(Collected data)
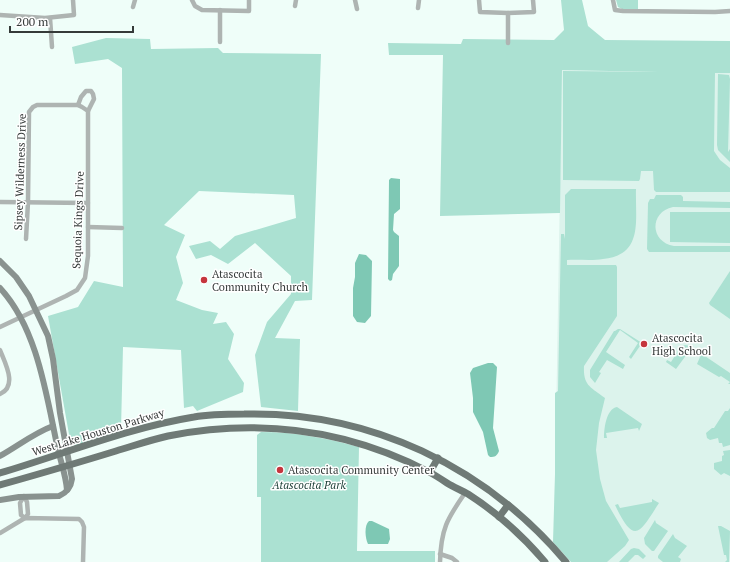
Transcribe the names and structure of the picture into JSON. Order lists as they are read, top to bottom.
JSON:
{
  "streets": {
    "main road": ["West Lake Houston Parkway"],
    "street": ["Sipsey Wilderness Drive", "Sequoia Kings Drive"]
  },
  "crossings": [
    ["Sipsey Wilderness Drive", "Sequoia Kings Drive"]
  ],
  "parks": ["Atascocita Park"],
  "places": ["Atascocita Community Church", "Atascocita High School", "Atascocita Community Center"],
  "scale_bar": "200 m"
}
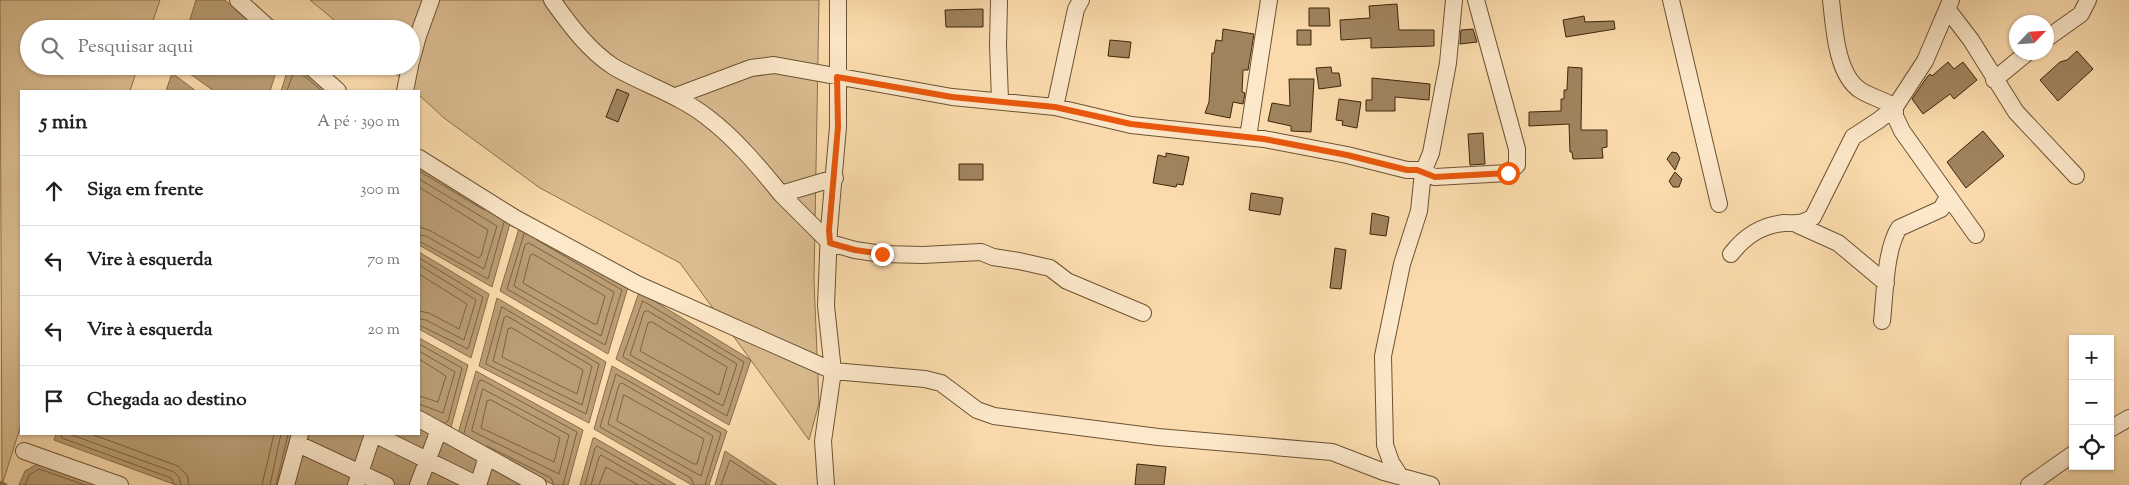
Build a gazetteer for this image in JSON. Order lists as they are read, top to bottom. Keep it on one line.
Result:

• **Task directions**: Output a precise copy of the entries, leaving the images out.

• **Exercise result**:
Transcribe the names and structure of the picture into JSON. Order lists as they are read, top to bottom.
JSON:
{
  "streets": {
    "main road": ["West Lake Houston Parkway"],
    "street": ["Sipsey Wilderness Drive", "Sequoia Kings Drive"]
  },
  "crossings": [
    ["Sipsey Wilderness Drive", "Sequoia Kings Drive"]
  ],
  "parks": ["Atascocita Park"],
  "places": ["Atascocita Community Church", "Atascocita High School", "Atascocita Community Center"],
  "scale_bar": "200 m"
}
Build a gazetteer for this image in JSON. Order lists as they are read, top to bottom. Keep it on one line.
Result:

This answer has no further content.